►

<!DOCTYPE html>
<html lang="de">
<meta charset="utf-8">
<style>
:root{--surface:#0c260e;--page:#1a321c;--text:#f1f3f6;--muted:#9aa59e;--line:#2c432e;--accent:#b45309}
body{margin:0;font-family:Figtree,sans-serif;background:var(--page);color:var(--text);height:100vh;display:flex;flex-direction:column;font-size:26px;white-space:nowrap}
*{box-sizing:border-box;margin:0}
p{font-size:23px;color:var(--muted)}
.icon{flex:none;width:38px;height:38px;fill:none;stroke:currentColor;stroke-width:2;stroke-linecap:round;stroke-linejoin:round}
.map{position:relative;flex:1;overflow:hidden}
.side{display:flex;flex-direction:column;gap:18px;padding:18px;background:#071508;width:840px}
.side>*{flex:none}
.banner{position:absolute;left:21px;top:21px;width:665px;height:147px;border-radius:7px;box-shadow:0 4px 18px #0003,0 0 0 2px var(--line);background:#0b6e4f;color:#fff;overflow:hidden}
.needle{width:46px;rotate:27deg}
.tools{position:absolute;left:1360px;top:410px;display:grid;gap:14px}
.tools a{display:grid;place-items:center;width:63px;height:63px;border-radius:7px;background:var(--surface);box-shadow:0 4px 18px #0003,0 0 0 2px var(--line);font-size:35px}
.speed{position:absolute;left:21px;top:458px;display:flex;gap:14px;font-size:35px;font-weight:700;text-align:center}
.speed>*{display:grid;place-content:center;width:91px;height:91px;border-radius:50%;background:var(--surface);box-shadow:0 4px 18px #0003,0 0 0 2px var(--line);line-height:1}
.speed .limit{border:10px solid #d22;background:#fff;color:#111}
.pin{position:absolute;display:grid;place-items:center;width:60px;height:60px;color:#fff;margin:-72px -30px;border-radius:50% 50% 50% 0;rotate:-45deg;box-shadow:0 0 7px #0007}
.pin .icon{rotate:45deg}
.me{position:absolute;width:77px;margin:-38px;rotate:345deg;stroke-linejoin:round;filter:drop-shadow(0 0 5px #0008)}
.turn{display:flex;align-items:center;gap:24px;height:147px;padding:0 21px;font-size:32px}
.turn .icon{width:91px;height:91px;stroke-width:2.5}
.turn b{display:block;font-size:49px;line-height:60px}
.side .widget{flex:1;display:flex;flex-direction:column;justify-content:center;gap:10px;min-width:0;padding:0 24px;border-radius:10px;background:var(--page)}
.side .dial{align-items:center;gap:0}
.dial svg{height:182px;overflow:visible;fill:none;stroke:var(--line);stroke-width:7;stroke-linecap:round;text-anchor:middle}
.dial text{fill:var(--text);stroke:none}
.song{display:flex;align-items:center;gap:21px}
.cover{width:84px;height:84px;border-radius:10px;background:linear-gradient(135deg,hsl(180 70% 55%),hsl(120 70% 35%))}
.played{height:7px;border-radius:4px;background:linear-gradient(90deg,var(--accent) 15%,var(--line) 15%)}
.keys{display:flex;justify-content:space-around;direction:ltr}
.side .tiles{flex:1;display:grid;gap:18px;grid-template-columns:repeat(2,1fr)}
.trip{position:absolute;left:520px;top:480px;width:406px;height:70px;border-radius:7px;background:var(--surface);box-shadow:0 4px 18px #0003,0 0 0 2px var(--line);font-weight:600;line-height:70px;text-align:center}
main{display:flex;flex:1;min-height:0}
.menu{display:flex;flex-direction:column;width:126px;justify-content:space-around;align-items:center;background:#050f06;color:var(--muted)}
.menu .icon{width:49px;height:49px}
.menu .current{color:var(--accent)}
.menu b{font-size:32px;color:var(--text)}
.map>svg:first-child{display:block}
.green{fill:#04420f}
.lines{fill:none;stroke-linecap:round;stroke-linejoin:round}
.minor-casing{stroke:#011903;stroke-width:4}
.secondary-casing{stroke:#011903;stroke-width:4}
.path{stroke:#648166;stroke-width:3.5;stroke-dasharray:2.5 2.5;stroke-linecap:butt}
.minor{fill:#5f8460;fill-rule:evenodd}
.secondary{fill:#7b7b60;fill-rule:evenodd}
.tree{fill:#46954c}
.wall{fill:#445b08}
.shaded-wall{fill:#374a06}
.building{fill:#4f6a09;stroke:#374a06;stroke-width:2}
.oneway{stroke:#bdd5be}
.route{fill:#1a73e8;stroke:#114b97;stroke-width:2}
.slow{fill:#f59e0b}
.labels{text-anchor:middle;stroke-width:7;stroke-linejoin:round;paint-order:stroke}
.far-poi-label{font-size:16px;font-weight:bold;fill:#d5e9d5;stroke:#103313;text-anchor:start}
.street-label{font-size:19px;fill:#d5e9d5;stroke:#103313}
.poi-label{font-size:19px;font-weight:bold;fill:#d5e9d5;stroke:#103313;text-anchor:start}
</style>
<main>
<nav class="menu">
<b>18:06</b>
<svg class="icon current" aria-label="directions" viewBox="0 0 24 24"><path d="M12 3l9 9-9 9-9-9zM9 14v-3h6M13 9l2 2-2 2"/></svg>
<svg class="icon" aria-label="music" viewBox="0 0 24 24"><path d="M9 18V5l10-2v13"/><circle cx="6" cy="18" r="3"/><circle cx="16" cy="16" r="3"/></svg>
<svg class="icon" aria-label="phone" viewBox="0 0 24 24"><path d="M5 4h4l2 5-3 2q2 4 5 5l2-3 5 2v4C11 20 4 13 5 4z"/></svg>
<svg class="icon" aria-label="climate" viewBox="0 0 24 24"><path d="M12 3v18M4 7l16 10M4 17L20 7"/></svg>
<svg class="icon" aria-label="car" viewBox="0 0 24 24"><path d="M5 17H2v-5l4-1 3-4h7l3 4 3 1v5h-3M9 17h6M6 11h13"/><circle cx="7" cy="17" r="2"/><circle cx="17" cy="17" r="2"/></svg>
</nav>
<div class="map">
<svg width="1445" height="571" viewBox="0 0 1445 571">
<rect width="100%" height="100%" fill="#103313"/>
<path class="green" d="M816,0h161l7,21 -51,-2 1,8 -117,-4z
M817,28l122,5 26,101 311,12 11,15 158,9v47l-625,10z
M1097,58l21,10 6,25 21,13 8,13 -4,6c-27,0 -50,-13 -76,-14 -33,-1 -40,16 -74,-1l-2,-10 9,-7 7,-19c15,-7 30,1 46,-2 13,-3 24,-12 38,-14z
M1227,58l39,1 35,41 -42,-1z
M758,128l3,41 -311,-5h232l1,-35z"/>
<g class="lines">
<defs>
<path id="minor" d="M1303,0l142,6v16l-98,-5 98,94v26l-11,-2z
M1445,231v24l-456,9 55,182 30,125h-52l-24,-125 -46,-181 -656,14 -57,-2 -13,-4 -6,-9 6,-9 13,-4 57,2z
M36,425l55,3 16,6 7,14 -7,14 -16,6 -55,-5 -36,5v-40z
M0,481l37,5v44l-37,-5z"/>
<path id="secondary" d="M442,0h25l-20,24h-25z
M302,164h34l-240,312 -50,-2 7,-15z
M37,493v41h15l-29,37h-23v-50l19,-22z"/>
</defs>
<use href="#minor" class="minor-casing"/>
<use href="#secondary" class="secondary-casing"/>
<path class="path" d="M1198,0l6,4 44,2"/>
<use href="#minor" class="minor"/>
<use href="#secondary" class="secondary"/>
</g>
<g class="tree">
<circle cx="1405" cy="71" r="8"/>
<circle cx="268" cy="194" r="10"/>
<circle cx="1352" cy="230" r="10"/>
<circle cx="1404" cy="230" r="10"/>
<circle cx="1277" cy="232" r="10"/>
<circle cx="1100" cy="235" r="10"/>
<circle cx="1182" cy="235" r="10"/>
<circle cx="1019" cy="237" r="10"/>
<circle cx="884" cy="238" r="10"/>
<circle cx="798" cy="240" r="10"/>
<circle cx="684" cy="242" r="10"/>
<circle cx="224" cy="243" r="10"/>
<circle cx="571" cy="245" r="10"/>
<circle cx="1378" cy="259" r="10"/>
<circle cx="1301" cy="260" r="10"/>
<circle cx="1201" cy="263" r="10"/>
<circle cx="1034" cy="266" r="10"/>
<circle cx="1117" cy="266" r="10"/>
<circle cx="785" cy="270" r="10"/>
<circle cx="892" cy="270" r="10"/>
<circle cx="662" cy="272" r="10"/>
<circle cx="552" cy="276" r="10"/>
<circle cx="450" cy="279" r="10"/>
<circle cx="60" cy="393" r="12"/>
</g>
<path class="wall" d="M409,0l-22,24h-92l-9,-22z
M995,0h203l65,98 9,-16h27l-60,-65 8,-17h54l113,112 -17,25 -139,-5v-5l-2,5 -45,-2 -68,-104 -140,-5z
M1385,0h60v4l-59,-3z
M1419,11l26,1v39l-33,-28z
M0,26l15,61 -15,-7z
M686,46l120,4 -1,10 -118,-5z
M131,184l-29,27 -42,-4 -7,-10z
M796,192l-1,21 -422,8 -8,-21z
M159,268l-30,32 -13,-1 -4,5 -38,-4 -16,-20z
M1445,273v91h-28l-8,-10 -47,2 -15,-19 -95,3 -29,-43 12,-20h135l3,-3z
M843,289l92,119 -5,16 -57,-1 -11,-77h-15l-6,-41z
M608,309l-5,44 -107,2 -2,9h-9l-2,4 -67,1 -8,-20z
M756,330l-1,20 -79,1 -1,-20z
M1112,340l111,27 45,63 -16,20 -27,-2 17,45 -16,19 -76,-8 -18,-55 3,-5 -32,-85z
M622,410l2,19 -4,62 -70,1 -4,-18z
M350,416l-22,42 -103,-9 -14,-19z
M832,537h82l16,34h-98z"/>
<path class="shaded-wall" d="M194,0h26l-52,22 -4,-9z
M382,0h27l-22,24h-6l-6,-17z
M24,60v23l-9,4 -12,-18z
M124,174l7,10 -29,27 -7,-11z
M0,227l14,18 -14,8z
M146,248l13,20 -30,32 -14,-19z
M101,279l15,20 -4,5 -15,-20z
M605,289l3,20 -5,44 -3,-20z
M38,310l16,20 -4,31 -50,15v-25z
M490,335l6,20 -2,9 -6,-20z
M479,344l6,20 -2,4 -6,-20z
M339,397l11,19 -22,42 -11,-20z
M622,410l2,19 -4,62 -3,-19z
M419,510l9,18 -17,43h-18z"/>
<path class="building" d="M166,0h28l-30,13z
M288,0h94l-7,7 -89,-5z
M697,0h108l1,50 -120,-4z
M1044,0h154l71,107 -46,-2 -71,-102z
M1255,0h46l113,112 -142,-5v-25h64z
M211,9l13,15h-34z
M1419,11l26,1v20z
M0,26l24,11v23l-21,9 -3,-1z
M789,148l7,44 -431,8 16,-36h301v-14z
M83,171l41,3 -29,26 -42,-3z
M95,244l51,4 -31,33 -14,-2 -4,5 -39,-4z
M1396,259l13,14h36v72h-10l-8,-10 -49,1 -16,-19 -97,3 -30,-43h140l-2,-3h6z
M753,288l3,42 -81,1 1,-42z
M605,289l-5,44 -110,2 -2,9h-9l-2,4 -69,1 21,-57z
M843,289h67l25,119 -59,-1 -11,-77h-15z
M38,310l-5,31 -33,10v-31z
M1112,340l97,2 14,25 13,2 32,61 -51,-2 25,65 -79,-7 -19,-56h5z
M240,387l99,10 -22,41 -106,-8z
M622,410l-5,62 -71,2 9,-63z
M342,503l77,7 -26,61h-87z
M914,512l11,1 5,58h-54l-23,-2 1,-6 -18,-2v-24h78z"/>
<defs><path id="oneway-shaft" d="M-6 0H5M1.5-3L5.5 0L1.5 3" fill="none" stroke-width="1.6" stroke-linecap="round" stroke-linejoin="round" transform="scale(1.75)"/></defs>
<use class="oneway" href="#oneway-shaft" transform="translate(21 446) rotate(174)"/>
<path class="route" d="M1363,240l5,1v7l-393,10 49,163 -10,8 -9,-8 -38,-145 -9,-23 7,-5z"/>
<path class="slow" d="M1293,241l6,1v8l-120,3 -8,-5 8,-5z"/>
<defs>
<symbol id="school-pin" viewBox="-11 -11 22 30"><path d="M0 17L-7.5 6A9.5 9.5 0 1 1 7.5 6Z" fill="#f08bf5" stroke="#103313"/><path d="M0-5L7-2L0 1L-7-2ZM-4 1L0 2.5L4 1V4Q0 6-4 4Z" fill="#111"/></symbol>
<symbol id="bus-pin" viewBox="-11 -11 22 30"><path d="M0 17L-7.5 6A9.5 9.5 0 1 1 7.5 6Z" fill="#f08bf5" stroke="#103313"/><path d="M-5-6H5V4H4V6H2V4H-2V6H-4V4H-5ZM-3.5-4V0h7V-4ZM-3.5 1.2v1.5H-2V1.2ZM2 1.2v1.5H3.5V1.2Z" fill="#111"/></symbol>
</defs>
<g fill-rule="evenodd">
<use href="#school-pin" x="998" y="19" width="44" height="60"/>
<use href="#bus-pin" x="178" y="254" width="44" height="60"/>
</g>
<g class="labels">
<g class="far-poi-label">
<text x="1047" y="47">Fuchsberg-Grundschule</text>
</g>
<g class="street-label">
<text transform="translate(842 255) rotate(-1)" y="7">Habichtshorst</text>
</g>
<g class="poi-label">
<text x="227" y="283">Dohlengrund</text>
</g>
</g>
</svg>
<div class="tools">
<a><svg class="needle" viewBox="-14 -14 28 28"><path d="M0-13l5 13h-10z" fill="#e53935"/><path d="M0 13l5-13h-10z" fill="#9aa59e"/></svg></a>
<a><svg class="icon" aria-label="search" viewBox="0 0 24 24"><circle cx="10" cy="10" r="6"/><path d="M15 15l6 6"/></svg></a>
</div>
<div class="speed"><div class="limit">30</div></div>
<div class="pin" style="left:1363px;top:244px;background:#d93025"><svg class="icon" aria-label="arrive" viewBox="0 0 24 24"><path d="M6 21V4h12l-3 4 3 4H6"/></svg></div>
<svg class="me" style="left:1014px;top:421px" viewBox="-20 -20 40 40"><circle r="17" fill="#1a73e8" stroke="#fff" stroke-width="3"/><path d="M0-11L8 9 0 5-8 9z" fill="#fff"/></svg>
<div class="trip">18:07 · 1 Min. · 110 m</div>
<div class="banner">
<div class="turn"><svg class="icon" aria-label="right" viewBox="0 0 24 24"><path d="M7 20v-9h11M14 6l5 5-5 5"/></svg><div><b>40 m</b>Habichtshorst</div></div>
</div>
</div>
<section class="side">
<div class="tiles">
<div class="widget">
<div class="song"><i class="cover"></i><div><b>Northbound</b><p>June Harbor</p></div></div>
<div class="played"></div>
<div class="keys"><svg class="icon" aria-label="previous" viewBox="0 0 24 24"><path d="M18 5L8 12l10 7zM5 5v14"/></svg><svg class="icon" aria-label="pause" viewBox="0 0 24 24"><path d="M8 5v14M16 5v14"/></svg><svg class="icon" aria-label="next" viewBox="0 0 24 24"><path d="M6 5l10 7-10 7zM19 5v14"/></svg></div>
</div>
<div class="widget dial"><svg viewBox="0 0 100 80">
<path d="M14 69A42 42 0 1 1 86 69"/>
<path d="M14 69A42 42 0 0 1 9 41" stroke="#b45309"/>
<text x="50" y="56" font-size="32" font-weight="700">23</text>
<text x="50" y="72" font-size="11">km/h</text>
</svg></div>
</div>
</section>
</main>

◄

■ **REQUIREMENT**: Filter the records above for the string "casing" and copy each matching line.

■ **SOLUTION TO THIS EXERCISE**:
.minor-casing{stroke:#011903;stroke-width:4}
.secondary-casing{stroke:#011903;stroke-width:4}
<use href="#minor" class="minor-casing"/>
<use href="#secondary" class="secondary-casing"/>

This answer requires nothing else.